Die Universität Hamburg richtete zur Abmilderung der Pandemiefolgen 2021 einen Verfügungsfonds unter dem Titel Close the Gap ein, um Lehrende und Forschende mit Familienaufgaben zu unterstützen. Svenja Saure, Gleichstellungsreferentin der Stabsstelle Gleichstellung der Universität Hamburg, war maßgeblich an der Ausgestaltung des Angebots beteiligt: „Wissenschaftler*innen konnten relativ barrierearm und ohne Fristen Anträge stellen und für die Laufzeit 2021 und 2022 bis zu 100 Stunden Unterstützung durch eine studentische Hilfskraft beantragen.“

Svenja Saure (2.v.l.), Referentin in der Stabsstelle Gleichstellung der Universität Hamburg, stellt den „Close the Gap-Fonds“ vor, Foto: Merle Büter

Weiterhin förderte der Fonds Einzelcoachings sowie zusätzliche Kinderbetreuung, die Sorgeverantwortlichen mehr Flexibilität ermöglichen sollte.
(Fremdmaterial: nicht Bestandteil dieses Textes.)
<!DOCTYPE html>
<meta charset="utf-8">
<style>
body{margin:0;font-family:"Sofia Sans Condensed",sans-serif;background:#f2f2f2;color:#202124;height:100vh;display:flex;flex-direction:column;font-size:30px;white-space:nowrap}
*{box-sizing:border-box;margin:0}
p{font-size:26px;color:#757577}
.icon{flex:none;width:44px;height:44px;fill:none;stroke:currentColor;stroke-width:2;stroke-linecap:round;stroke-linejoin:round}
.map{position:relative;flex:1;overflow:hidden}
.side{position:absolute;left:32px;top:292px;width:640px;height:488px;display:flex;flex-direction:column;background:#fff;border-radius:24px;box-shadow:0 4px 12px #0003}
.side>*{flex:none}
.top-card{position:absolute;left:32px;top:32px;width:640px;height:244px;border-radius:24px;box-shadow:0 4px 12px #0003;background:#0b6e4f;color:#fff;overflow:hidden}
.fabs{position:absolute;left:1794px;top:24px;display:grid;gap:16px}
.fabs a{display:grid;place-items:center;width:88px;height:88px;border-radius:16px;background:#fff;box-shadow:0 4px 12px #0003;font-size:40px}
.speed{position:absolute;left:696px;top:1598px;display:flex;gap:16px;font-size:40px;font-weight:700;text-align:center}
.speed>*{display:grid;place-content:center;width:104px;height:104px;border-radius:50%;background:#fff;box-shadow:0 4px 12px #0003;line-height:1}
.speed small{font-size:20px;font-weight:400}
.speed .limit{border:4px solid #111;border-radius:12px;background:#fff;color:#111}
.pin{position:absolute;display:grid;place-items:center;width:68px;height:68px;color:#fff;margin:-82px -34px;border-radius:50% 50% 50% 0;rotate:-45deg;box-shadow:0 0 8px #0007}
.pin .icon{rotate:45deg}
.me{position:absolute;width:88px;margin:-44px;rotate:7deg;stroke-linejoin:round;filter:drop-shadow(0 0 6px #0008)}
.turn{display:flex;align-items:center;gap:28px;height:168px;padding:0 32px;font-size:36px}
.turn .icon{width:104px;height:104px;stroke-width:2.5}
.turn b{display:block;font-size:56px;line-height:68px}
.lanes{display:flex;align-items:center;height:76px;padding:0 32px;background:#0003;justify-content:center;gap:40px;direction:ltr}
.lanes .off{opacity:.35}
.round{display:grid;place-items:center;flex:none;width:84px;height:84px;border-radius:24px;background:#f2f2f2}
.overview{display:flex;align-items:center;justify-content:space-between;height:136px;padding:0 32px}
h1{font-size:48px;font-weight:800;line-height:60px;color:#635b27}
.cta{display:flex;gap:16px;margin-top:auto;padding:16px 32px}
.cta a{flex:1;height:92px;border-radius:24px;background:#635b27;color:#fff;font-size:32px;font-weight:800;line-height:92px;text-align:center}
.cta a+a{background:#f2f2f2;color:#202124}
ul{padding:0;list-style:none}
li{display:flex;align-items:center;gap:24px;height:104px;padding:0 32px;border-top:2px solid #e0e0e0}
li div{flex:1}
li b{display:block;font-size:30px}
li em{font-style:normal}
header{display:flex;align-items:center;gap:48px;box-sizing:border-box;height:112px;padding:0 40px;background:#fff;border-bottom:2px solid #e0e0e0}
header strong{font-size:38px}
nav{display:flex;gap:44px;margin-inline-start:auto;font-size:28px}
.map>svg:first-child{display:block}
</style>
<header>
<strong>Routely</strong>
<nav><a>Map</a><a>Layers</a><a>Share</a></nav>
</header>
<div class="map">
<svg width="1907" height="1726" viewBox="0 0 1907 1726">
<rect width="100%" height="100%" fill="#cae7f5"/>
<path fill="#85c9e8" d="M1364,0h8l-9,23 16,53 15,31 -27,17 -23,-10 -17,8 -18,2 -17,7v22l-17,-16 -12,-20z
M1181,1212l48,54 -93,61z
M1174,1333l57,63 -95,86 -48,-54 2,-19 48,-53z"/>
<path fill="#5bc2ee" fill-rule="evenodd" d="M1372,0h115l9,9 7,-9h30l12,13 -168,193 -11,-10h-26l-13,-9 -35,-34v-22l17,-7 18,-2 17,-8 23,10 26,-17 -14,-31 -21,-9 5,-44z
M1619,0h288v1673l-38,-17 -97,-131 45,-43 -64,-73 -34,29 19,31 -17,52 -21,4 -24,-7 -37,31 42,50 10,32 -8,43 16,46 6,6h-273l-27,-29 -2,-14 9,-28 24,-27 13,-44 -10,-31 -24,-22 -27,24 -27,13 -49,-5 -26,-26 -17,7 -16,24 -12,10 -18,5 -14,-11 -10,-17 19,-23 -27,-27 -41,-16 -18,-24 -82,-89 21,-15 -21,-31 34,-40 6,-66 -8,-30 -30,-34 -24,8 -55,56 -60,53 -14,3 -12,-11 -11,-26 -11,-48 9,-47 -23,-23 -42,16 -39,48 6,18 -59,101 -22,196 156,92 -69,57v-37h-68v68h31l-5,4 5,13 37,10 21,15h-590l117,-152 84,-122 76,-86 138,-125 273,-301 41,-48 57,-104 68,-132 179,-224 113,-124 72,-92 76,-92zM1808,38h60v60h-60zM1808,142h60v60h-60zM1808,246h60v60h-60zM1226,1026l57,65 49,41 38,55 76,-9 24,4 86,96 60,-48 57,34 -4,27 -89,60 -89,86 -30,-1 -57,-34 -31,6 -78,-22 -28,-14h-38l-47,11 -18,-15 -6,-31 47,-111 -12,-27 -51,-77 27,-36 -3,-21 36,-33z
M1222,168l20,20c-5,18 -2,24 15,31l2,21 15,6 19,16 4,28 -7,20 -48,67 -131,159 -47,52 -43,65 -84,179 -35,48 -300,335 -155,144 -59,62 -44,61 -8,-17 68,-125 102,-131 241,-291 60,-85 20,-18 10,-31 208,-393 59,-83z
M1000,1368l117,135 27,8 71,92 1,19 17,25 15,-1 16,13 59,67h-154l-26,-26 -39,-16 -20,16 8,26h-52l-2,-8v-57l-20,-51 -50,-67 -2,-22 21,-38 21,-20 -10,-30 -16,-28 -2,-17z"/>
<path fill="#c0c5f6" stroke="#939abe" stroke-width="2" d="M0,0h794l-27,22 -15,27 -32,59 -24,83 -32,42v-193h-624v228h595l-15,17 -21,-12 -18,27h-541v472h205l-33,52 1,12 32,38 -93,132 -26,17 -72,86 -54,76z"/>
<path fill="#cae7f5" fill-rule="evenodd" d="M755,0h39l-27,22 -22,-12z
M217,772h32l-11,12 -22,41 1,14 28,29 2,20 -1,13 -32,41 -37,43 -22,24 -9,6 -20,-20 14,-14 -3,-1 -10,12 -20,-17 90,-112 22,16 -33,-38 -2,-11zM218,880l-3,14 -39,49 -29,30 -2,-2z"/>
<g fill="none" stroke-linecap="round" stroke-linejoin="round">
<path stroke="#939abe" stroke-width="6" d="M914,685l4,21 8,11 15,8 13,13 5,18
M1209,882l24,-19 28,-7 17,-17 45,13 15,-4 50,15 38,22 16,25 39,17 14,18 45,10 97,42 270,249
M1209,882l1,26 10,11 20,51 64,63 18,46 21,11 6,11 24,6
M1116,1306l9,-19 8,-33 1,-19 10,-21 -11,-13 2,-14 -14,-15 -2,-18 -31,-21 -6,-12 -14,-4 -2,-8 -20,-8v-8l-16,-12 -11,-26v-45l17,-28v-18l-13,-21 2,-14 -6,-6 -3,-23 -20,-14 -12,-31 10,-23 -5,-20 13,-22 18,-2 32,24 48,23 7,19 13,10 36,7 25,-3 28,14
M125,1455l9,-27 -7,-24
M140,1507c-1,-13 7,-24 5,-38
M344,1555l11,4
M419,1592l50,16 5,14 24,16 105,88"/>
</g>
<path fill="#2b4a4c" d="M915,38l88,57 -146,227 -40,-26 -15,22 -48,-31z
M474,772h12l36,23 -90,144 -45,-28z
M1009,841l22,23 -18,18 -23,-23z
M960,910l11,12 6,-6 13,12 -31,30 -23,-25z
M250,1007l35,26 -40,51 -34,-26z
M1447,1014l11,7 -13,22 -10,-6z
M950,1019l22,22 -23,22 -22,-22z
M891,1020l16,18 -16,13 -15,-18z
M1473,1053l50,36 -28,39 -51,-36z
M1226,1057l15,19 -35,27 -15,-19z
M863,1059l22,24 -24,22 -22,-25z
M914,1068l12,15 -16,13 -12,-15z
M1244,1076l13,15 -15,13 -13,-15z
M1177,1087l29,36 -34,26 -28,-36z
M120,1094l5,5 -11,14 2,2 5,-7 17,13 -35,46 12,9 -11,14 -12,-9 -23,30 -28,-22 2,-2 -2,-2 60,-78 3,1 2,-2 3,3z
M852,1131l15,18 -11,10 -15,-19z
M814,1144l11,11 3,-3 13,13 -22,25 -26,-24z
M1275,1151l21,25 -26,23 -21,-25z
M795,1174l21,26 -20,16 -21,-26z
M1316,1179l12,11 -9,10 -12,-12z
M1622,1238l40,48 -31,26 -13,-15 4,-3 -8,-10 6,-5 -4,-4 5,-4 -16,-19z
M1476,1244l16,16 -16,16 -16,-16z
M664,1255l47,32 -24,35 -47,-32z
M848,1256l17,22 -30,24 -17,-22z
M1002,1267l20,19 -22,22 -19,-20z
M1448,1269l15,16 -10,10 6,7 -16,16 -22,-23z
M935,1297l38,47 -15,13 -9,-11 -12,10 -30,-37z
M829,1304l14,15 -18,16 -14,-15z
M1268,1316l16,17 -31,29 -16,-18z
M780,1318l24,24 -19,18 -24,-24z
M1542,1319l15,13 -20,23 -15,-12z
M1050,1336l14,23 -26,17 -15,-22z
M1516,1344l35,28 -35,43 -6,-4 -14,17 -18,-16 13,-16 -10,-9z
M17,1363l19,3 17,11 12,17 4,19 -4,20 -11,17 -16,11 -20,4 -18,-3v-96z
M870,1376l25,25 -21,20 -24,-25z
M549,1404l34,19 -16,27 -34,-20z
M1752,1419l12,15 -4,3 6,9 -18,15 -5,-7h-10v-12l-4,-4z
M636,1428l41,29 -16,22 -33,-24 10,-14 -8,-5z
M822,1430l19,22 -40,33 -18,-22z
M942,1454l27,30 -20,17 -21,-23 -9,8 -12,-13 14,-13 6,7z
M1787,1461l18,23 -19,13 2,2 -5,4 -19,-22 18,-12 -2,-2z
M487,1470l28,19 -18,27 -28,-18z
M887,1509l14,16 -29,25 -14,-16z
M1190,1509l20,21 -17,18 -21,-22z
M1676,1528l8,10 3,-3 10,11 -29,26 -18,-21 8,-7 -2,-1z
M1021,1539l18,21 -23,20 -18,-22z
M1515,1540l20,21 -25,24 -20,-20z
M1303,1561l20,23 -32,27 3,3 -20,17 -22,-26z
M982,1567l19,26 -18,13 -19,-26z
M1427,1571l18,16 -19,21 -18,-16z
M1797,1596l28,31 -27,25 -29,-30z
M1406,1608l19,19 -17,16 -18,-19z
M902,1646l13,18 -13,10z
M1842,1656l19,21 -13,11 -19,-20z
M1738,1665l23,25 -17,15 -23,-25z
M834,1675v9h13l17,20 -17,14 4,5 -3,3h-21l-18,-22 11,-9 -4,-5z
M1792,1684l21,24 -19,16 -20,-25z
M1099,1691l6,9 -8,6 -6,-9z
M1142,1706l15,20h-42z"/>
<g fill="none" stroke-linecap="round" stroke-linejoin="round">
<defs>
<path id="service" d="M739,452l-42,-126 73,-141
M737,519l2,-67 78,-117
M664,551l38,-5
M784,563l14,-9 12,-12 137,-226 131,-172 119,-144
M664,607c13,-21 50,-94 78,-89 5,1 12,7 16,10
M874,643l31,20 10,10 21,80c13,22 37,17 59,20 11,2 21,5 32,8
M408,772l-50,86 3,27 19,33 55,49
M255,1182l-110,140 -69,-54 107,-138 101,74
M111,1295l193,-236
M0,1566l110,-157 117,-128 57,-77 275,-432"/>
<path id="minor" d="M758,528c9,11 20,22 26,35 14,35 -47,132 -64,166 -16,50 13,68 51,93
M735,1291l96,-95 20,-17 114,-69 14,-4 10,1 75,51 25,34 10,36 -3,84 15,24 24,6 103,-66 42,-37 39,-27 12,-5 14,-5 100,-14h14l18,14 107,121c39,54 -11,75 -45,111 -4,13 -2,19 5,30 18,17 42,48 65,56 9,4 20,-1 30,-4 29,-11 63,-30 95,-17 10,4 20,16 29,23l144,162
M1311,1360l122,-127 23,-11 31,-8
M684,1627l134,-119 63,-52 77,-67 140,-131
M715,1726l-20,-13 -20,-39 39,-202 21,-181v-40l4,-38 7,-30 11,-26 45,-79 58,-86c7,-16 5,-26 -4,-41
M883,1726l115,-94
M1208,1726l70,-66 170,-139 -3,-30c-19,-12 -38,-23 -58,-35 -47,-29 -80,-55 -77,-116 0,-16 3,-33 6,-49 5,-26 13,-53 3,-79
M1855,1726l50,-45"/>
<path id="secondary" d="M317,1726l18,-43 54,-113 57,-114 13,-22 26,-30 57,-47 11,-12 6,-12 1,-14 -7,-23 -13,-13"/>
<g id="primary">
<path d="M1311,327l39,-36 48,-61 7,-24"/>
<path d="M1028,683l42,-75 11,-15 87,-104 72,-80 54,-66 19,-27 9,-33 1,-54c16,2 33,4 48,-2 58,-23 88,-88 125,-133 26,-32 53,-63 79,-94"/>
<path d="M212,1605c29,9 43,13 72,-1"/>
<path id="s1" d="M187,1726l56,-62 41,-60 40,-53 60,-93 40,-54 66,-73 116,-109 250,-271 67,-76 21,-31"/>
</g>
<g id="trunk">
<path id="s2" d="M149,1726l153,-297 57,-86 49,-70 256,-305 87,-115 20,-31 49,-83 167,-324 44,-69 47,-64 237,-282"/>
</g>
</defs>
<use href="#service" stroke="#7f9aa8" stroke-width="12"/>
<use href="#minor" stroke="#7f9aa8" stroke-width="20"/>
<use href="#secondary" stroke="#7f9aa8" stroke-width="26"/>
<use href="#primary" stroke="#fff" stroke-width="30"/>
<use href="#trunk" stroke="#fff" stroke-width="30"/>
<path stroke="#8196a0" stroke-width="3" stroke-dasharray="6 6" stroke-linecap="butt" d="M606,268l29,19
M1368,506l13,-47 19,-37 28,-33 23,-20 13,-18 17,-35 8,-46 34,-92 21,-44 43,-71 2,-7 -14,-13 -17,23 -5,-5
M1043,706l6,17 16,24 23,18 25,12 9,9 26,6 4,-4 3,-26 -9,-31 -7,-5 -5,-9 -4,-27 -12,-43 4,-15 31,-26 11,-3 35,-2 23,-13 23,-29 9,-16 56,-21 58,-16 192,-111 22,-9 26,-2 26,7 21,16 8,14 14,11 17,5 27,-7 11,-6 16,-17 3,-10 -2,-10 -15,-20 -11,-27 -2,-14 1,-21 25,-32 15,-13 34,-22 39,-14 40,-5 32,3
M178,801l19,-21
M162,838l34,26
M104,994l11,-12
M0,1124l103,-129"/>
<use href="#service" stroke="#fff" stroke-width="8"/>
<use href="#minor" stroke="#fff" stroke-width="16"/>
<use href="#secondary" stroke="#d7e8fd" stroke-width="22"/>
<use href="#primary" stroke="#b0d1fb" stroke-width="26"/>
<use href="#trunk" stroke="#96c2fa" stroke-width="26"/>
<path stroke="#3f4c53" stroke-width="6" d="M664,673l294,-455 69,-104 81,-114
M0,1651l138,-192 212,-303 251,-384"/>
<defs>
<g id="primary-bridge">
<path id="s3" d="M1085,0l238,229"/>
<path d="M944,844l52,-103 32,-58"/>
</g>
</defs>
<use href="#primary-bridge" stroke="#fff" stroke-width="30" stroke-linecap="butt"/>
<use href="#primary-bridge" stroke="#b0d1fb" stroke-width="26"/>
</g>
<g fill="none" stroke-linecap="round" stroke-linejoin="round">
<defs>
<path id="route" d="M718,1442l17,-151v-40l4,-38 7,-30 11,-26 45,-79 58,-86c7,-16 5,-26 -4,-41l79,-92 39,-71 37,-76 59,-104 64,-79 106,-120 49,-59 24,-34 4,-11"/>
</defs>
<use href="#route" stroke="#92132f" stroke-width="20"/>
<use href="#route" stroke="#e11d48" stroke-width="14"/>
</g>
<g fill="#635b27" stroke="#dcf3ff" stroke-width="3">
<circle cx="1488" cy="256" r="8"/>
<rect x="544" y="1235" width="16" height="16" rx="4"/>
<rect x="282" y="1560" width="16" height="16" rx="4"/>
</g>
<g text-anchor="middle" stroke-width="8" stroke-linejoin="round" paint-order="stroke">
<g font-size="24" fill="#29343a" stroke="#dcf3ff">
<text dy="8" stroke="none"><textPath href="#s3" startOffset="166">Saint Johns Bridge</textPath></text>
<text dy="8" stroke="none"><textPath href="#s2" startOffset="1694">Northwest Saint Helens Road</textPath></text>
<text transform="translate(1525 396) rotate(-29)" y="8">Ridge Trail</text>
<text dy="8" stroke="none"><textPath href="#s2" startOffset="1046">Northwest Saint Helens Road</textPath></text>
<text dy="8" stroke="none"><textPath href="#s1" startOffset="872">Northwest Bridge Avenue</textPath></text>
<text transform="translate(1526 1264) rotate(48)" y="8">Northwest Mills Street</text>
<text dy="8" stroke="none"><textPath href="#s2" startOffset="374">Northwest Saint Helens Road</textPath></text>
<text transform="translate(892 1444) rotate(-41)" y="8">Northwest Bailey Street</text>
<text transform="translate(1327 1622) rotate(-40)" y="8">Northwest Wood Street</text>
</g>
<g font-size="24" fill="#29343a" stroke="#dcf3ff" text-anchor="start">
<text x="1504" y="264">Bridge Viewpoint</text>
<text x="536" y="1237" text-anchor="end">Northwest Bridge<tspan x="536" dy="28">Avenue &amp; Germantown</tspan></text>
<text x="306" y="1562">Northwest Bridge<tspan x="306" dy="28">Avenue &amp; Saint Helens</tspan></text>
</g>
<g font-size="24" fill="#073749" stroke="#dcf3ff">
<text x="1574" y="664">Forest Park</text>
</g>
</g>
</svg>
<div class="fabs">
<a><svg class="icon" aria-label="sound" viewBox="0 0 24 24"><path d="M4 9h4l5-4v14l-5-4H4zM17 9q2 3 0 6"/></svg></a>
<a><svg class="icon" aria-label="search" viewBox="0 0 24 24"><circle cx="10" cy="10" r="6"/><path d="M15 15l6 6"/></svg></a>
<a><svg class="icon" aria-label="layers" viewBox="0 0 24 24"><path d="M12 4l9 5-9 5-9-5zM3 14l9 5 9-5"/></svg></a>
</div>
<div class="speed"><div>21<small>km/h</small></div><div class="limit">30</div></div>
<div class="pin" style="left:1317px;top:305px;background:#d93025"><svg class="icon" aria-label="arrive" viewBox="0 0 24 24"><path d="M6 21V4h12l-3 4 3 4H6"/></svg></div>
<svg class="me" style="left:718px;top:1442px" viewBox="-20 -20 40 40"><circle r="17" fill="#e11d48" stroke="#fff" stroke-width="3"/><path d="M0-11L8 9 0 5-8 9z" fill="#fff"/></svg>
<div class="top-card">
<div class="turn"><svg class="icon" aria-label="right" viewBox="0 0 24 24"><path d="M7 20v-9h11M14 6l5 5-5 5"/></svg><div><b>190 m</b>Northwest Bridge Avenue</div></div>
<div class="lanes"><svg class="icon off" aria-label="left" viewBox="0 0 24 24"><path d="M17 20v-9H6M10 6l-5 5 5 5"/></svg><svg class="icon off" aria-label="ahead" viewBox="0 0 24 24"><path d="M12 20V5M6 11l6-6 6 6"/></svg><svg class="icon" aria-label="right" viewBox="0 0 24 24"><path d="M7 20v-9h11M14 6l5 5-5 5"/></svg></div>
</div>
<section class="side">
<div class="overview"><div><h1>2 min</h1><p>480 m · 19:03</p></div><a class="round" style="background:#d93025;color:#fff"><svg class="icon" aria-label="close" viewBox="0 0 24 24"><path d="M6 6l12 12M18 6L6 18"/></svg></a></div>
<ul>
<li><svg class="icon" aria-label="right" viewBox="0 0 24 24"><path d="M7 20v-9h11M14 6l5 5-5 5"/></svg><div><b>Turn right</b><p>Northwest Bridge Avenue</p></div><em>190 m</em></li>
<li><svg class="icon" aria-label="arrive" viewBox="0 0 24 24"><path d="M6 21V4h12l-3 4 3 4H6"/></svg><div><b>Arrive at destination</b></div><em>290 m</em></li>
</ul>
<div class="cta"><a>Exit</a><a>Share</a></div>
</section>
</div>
Wissenschaftler*innen suchten sich eigenständig eine Betreuungsperson, die mit 12 Euro pro Stunde vergütet wurde, und konnten sich die Kosten über einen Antrag bis zu einer Höhe von 600 Euro im Jahr zurückerstatten lassen.

Finanziert wurde der Fonds durch die Hamburger Wissenschaftsbehörde, die den Hochschulen für 2021 und 2022 zusätzliche Mittel bereitstellte. Mit deren Hilfe wurde darüber hinaus das hochschulübergreifende Netzwerk Close the Gap gegründet, um erfahrene und junge Wissenschaftler*innen in Hamburg zusammenzubringen, die pandemiebedingt vor ähnlichen Herausforderungen standen. Im Rahmen des Netzwerks wurden mehrere Veranstaltungen zu Personalentwicklung, Selbstmarketing im beruflichen Kontext und Career Development angeboten.

51 Anträge: große Nachfrage, hohe Arbeitsbelastung

Der Fonds sei gut nachgefragt worden und habe „unsere kleine Stabsstelle doch vor relativ große Herausforderungen personeller Art gestellt“, berichtet Saure. Insgesamt seien 51 Anträge, davon acht Anträge von Männern mit Familienaufgaben, eingegangen. Von dem bereitgestellten Finanzvolumen wurde die Hälfte für Einzelfallanträge, also hauptsächlich für die Unterstützung durch studentische Hilfskräfte ausgegeben. Ein Fünftel wurde für Veranstaltungen verausgabt, der restliche Betrag für Coachings, Kinderbetreuung und eine studentische Angestellte zur Unterstützung der Stabsstelle. Rückblickend sagte Saure, dass „wir als Team in Bezug auf das zusätzliche Arbeitspensum zu Beginn vielleicht etwas blauäugig waren“. Für zukünftige Projekte sei es sinnvoll, mehr personelle Unterstützung einzurechnen.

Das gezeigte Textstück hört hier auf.